Fighting web scrapers bots
Overview
This project aims at finding new ways to detect and mitigate web scrapers attacking e-commerce websites such as Amadeus IT Group, company with which she closely collaborates. An ongoing battle has been running for more than a decade between e-commerce websites owners and web scrapers. Whenever one party finds a new technique to prevail, the other one comes up with a solution to defeat it.
We are currently studying scrapers taking advantage of Residential IP Proxies (RESIP), the latest sophistication on the attackers side. RESIP parties enable scrapers to have access, for a fee, to a vast network of residential devices that can be used as exit points of their requests. In this way, e-commerce websites receive requests from IP addresses that have been used also by legitimate users and the anti-bot mechanisms are less incline to categorize these connections as a scraping ones.
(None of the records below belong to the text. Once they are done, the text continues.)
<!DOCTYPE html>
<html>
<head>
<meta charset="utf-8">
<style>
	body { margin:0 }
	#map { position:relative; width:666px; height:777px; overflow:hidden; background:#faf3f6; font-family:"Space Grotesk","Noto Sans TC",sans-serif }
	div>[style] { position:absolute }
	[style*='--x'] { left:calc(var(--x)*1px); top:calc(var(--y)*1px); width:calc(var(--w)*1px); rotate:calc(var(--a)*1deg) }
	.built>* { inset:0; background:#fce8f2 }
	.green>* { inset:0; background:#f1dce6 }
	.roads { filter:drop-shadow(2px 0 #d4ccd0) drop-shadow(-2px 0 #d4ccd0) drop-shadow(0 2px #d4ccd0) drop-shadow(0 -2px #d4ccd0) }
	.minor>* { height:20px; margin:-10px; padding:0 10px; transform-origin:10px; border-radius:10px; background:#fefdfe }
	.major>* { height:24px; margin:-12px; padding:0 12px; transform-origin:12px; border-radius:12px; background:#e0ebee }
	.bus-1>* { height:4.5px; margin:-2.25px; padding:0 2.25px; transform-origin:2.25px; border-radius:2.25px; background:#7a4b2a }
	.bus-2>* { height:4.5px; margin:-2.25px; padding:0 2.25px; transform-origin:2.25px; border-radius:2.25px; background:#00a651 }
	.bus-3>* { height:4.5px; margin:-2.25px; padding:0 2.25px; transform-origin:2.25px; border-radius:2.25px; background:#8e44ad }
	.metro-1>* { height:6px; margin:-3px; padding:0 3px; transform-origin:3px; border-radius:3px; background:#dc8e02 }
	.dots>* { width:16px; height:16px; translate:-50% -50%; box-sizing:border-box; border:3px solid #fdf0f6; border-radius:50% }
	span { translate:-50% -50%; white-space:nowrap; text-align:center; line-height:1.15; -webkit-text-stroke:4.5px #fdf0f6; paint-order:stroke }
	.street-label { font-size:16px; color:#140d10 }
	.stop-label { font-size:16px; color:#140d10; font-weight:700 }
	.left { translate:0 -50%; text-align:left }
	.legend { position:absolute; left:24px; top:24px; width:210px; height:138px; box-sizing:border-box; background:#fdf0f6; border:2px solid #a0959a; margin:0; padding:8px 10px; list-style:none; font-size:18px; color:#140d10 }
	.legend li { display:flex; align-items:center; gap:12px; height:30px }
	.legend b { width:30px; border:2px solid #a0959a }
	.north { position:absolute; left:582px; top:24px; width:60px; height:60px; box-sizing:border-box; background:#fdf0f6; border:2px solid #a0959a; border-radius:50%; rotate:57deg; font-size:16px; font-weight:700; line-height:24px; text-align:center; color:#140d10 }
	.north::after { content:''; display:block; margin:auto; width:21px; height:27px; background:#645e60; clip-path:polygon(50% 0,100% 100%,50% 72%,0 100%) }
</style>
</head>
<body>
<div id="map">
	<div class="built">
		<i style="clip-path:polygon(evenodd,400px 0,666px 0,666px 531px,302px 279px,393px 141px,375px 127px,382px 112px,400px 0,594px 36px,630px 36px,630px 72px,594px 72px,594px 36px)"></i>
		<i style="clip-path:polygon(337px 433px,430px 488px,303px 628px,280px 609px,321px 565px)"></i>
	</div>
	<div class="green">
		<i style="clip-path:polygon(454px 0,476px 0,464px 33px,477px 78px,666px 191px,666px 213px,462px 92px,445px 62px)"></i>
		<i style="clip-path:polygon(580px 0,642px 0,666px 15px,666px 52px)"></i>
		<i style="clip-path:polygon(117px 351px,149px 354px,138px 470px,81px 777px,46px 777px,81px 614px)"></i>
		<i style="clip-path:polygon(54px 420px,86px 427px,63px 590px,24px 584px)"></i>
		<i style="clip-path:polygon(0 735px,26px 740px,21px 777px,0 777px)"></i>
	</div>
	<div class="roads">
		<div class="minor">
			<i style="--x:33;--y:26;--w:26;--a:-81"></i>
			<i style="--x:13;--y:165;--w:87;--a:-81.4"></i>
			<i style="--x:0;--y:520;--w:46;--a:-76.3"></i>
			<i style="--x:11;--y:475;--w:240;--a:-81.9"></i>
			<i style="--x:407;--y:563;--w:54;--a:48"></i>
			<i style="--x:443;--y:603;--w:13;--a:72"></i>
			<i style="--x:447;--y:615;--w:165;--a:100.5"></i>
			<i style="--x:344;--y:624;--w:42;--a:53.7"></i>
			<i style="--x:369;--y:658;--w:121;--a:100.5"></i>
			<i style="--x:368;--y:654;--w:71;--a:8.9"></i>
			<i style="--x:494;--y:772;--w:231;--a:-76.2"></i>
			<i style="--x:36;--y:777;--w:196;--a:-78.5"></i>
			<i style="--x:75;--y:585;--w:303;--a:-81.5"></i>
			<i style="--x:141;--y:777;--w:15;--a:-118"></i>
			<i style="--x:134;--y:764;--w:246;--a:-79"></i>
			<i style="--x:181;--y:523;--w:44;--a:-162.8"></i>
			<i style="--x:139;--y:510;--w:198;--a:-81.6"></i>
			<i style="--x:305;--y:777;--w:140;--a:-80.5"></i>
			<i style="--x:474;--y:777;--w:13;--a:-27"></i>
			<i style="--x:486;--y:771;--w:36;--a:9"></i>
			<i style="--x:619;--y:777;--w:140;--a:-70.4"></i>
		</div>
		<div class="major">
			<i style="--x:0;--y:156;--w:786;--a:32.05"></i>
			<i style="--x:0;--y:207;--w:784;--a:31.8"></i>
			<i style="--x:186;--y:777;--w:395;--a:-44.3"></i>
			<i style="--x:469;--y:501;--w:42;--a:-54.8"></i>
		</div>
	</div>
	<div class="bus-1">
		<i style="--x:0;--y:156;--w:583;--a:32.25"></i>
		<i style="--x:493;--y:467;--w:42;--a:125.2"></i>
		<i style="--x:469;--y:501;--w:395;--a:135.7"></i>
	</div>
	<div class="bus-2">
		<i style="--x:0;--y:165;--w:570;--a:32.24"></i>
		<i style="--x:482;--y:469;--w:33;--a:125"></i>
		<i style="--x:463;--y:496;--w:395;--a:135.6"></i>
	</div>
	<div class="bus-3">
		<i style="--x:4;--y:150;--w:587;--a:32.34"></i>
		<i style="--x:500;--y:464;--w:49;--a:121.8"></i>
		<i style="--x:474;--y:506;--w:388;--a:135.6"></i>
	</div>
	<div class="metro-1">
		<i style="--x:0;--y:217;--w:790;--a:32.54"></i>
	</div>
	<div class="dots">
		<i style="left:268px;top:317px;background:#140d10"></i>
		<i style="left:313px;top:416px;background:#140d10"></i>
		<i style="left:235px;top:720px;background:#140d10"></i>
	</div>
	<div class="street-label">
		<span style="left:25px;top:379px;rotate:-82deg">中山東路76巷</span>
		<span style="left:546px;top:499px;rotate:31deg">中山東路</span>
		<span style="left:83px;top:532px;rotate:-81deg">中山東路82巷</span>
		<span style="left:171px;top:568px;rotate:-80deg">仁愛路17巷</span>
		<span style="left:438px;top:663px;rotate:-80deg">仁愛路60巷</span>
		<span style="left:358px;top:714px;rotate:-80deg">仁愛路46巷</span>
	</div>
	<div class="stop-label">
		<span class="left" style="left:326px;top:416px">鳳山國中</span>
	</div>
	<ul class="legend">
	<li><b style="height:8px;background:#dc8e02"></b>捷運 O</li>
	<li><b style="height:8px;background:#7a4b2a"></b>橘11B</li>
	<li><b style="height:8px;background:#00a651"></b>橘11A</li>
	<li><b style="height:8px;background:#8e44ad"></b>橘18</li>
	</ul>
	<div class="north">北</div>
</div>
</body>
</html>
We have recently developed a new detection technique for this type of connections based on the comparison of the Round Trip Times (RTTs) at different layers. In particular the RTT of the TCP layer and the RTT of the TLS one differ when the connection passes through a RESIP, while they present similar values in case of a direct connection. Elisa developed and launched a large experiment that allowed to successfully evaluate the technique and to build a dataset of the connections. We are currently digging in this data to find new insights and correlations about scrapers taking advantage of RESIP and characterize this ecosystem.